### Given records
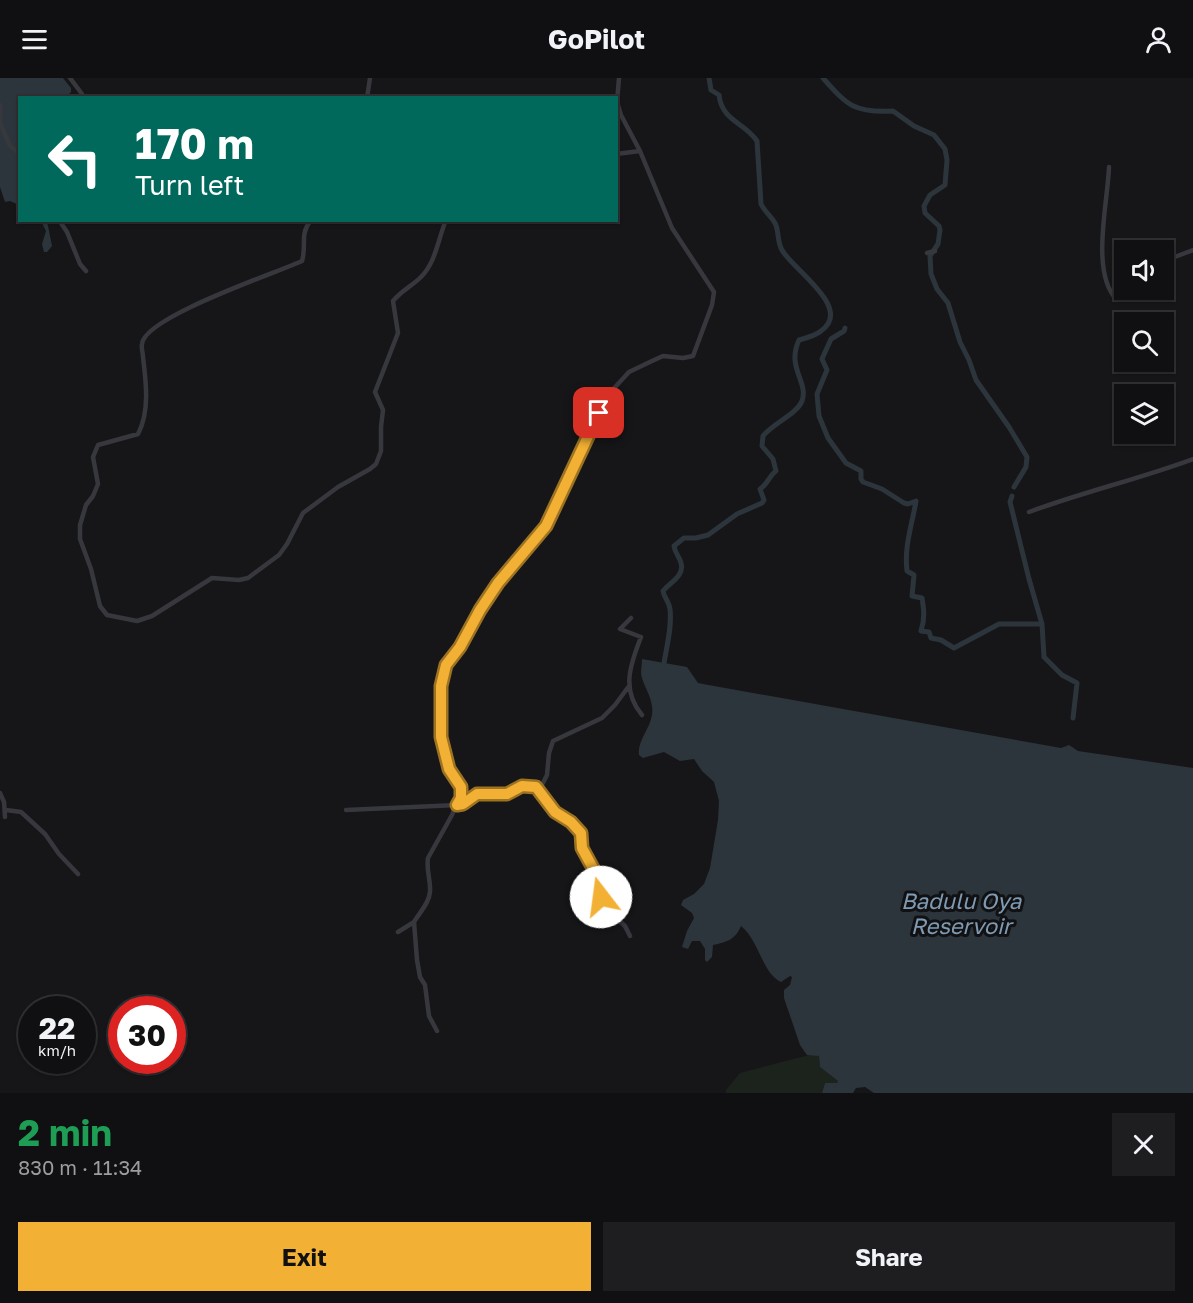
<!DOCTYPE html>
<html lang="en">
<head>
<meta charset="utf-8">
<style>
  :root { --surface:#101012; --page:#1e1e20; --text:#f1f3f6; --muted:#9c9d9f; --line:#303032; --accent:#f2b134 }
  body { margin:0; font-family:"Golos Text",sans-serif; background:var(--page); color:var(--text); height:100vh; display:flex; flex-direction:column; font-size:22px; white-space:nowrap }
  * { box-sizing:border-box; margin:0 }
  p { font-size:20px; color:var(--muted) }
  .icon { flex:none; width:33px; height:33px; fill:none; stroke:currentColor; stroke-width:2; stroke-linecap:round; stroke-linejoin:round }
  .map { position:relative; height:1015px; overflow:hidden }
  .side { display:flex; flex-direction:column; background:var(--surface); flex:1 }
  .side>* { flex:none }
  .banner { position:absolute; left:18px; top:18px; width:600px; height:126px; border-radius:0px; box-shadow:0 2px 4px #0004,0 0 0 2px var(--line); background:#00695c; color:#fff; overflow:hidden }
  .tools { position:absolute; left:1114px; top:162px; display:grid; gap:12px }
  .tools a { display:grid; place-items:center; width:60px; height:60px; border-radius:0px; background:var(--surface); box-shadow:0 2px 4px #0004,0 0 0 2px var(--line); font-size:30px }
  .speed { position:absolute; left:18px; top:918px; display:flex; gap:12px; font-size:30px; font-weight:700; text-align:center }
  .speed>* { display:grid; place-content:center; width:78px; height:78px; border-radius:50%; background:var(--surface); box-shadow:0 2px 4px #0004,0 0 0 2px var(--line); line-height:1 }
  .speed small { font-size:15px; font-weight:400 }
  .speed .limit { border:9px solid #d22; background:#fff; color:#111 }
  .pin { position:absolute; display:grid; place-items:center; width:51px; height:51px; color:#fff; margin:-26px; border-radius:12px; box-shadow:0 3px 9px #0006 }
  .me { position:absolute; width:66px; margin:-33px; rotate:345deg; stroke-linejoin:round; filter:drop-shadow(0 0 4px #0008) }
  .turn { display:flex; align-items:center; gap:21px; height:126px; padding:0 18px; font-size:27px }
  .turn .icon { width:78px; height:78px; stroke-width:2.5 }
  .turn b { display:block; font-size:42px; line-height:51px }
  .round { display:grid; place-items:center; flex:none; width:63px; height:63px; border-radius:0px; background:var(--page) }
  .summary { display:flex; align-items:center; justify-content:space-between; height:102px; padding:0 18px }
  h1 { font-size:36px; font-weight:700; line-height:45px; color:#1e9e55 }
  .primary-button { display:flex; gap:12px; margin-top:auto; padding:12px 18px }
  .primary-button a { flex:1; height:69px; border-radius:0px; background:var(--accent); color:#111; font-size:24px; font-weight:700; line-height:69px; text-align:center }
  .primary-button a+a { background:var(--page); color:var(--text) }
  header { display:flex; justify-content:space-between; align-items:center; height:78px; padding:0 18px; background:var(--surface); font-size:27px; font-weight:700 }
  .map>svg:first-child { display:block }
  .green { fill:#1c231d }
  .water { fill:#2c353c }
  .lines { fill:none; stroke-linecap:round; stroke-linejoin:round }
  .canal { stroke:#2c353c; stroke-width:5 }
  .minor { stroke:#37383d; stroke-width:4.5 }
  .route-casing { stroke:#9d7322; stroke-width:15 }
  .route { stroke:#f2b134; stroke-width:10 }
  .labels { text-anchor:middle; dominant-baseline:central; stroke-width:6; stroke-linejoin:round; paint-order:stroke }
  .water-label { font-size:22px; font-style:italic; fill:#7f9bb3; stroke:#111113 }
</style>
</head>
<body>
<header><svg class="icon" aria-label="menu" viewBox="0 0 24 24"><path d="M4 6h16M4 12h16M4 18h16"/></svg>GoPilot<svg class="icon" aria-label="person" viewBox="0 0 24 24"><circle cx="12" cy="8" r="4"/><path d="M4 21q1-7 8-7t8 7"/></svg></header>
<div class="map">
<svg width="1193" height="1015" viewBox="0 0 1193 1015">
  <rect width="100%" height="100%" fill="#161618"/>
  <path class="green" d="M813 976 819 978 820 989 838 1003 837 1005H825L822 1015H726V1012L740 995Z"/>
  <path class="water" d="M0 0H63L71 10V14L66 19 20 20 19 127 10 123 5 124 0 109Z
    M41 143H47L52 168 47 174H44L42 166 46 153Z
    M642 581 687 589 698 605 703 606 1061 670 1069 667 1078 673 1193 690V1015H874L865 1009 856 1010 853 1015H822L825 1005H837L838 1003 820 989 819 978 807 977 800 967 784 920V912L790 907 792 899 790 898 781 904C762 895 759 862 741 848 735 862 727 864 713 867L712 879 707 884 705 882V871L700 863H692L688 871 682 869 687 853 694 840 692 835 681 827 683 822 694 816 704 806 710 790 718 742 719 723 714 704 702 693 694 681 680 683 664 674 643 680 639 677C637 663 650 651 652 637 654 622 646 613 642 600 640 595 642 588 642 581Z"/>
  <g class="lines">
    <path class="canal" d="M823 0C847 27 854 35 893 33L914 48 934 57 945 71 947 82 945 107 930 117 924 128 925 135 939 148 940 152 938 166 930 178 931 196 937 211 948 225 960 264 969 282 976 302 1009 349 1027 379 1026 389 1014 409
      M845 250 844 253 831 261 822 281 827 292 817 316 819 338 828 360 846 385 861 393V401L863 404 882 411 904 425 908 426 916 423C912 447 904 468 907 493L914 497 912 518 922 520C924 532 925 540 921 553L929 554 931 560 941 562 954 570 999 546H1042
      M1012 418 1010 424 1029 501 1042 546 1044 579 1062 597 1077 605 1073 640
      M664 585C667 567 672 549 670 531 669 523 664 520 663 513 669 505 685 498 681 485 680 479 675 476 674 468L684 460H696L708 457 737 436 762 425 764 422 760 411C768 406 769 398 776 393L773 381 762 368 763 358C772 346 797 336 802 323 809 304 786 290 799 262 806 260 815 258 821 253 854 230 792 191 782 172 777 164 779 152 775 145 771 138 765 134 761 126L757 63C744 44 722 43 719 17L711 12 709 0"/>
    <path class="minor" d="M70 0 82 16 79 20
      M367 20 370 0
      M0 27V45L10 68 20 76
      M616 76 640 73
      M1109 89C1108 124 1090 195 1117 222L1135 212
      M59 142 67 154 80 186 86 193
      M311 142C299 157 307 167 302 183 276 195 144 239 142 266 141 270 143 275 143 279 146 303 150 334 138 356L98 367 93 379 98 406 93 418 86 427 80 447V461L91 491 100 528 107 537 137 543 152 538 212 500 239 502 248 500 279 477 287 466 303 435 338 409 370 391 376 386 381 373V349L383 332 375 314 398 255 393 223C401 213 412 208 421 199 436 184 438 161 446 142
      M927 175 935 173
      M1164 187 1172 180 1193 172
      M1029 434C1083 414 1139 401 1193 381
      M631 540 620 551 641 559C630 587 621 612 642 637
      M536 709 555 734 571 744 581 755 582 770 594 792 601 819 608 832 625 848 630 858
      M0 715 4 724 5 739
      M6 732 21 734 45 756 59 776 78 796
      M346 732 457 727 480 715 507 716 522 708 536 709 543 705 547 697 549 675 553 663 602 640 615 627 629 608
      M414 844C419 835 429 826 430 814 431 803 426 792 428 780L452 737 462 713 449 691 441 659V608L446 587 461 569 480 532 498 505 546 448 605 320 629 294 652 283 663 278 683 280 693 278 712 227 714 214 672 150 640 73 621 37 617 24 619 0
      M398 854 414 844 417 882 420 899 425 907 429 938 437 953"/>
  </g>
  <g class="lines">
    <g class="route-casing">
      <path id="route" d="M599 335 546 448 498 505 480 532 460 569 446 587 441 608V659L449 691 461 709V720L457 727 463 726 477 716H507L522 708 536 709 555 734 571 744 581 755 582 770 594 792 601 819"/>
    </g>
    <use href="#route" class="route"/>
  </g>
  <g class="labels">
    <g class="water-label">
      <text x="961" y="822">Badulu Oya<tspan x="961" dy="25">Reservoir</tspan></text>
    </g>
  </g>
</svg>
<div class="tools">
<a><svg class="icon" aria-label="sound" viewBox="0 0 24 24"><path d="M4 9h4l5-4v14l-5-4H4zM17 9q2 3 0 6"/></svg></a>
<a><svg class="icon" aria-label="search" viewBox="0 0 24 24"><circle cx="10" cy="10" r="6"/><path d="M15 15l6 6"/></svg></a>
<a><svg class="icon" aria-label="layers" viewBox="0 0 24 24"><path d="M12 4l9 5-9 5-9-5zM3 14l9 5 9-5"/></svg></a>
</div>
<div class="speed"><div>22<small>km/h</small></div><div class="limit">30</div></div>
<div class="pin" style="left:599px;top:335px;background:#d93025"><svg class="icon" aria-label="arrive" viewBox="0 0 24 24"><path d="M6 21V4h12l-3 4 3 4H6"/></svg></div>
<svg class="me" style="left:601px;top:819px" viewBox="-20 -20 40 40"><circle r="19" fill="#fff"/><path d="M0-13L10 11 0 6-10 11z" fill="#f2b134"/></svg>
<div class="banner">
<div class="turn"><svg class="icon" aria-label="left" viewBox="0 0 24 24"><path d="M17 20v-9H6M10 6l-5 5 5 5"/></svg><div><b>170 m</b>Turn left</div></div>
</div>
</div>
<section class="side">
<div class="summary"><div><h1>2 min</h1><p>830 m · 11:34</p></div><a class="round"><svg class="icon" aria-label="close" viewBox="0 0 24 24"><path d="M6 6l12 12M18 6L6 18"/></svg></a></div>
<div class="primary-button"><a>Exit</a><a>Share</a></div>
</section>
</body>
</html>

### What is required
Scan the material above for the string "small", and copy every line where it is found.

### Result
  .speed small { font-size:15px; font-weight:400 }
<div class="speed"><div>22<small>km/h</small></div><div class="limit">30</div></div>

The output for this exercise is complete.